Durga Puja: Bengal's Dhakis face uncertain future

 'Dhakis' are integral to almost all festivities in Bengal but the art of playing the huge barrel-shaped membranophone instrument is dying a slow death.

Kolkata: 'Dhakis' are integral to almost all festivities in Bengal but the art of playing the huge barrel-shaped membranophone instrument is dying a slow death.

Most of the 'dhakis' or men who play the 'dhak' hail from humble rural backgrounds of Murshidabad, Hooghly, Malda, Bankura, Malda and Purulia districts of the state.
Few are farmers and masons while others are into odd jobs for the rest of the year and wait for the festive season when they can earn some extra money.

"It was started by our forefathers. But it became their livelihood and continued to be so for a long long time until today when things have changed for the worse," 34-year-old Tapas Das, a 'dhaki' from Murshidabad said.

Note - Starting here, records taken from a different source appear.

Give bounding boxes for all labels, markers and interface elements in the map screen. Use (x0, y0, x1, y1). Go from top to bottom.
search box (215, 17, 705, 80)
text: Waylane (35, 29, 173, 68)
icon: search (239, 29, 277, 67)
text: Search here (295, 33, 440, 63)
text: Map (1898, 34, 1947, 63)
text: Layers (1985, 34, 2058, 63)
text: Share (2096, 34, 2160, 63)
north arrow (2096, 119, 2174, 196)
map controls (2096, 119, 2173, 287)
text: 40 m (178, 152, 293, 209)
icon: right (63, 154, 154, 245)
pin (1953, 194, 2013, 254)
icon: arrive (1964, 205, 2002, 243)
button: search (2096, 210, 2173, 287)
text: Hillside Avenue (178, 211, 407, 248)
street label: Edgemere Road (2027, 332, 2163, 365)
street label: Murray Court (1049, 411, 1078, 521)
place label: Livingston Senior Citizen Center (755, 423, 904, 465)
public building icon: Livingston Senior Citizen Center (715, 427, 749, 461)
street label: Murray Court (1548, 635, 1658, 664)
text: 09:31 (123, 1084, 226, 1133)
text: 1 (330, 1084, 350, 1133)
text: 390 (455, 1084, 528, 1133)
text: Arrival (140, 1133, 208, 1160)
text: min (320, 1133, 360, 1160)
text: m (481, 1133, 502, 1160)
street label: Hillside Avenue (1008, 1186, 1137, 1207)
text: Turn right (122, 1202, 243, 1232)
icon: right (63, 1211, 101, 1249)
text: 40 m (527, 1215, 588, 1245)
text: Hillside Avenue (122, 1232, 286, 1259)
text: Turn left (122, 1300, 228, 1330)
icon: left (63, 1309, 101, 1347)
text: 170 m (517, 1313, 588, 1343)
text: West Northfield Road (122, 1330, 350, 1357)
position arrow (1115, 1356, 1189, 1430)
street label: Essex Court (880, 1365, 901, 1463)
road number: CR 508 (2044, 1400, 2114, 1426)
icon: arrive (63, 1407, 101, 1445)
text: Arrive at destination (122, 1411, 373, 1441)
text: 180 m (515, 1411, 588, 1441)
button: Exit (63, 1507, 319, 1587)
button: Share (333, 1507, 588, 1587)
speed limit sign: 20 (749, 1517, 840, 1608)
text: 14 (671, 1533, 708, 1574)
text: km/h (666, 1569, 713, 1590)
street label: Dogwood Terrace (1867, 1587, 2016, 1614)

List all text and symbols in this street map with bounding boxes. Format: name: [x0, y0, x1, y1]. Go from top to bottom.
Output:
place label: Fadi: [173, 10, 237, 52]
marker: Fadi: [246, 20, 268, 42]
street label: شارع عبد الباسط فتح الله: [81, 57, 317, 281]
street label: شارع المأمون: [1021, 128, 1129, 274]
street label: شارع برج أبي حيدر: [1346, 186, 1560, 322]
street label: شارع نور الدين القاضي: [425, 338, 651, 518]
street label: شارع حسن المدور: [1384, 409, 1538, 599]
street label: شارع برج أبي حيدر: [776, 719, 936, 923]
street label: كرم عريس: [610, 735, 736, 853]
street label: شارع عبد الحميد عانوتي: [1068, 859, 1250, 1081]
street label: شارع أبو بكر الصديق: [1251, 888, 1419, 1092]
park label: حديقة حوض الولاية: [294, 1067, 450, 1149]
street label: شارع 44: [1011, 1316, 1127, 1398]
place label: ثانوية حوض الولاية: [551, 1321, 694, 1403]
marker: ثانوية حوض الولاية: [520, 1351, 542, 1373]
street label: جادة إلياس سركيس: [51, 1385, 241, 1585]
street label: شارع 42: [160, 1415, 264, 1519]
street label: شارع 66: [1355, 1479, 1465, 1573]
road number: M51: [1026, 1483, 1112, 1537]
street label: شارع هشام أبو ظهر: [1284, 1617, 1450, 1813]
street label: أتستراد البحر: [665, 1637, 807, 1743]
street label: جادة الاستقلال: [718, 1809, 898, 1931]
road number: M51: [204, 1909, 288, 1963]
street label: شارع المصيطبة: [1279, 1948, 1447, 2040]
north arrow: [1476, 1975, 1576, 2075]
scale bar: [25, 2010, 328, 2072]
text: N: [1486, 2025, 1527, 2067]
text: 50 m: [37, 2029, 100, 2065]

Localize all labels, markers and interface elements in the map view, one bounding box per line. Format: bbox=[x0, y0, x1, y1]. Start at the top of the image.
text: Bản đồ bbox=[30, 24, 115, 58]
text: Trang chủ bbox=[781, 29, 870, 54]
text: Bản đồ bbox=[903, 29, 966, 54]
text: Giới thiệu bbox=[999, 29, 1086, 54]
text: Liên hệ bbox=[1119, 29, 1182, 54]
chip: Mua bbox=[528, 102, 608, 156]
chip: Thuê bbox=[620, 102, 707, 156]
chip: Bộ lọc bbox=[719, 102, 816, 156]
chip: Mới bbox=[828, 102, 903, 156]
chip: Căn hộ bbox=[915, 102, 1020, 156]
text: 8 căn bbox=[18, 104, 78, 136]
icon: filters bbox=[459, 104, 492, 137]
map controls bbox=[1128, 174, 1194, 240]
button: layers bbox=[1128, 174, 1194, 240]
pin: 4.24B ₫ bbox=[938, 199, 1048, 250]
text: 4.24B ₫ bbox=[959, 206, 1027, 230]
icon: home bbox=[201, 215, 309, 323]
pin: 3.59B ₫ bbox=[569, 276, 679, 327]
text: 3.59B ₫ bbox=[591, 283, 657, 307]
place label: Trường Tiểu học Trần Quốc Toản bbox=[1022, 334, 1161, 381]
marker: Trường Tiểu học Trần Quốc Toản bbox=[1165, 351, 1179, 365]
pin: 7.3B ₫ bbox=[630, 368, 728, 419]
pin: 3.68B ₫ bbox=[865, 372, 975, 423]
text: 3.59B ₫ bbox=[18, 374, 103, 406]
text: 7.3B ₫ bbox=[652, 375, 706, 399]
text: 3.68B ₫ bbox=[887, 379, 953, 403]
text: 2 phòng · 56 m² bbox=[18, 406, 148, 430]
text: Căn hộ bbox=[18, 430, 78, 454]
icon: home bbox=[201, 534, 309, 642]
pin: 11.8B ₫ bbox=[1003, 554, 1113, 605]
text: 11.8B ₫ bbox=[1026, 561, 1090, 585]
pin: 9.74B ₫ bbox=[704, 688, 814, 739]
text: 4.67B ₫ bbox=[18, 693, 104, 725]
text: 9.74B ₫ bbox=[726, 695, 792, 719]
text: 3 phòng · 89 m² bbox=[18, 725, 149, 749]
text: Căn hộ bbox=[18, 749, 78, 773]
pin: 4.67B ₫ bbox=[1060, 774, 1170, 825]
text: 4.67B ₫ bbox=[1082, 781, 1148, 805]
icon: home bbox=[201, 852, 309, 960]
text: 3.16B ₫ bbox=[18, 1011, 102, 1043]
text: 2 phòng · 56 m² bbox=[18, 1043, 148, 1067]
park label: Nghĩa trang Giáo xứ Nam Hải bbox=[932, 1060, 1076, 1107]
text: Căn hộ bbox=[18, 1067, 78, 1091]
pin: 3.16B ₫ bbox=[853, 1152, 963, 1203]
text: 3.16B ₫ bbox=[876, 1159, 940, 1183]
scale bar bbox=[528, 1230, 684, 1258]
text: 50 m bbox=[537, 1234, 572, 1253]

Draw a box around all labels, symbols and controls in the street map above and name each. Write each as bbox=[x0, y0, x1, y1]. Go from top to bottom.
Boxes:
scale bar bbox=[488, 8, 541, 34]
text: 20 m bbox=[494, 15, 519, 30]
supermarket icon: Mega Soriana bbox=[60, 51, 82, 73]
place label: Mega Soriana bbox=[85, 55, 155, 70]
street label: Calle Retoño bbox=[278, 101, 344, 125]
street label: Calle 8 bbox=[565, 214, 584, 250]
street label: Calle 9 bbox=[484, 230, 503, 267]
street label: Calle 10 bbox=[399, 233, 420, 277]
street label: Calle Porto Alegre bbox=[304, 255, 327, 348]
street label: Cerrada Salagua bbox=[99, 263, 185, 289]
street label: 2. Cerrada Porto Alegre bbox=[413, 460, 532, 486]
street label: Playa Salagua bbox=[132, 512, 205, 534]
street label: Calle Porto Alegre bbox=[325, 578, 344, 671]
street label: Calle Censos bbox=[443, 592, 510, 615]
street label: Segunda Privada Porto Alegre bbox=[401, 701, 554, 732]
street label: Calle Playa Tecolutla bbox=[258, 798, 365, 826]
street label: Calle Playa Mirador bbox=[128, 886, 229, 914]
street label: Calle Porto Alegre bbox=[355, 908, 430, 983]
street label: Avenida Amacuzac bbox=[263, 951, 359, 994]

Das is a weaver by profession and he along with four members of his family has come to the city to play during the Durga puja festivities.

"You will not survive just by playing the dhak. My father understood this and started weaving sarees. He would play the 'dhak' at Durga Puja in Kolkata to earn some extra money. I am only following his footsteps," Das, who has been hired to perform at a renowned Durga Puja in the southern part of the city, said.

However, there are others for whom the passion to play the 'dhak' and be appreciated is what draws them here during the Durga Pujas.

"It's not only to earn some extra money that we come here. Playing the dhak is in our blood which prompts us come here," says Palash Dey from Hooghly.
Generally, four to five 'dhakis' (at times eight to ten) form a team to perform at Durga Puja pandals and get a remuneration of around Rs 20000 to a maximum of Rs 30,000 for the four days of the festival.

But with the budget for the community pujas tightly drawn up, there is a dip in the demand for dhakis which is leading to a slow death of the popular art. 

"Earlier, dhak was almost a compulsory feature even
at Vishwakarma Pujas, Kali Pujas, besides of course Durga Puja.

"But these days most organisers are opting for recorded music for Vishwakarma and Kali pujas mainly because of budgetary constraints. It is killing the art," dhaki Sunil Poddar, who hails from Bidhan Pally village in Maslandhapur in North 24-Parganas districts said.

In South India drummers and other traditional artists have ample opportunities all round the year to perform in temples and other festivals. Many 'dhakis' lament that lack of opportunities and low remuneration have discouraged the younger generations from families of the traditional players from pursuing this art.

"Young people are preferred for playing dhaks because it involves a lot of energy. But we don't see young dhakis and the only few who come charge exorbitant rates," an organising committee member of Behala 'Notun Dal' community puja said.

There is bitterness in the words of 57-year-old Moni Shome, a dhaki who has performed at San Francisco, Chicago, New York, Los Angeles, Wellington and Berlin among other cities. "There is no money, no future in this profession. Tell me why will youngsters join this profession?"

"During our childhood we used to dream of performing at Durga Pujas and used to accompany elders who would come to Kolkata to perform.... But now convincing youngsters to join us is impossible," the 57-year-old said.

According to Shome, the government should come forward in order to save the art.
"I think we must stop playing recorded music at pujas ... I think the government must come forward to save us and the tradition. Or else playing the dhak will be a lost art," he said.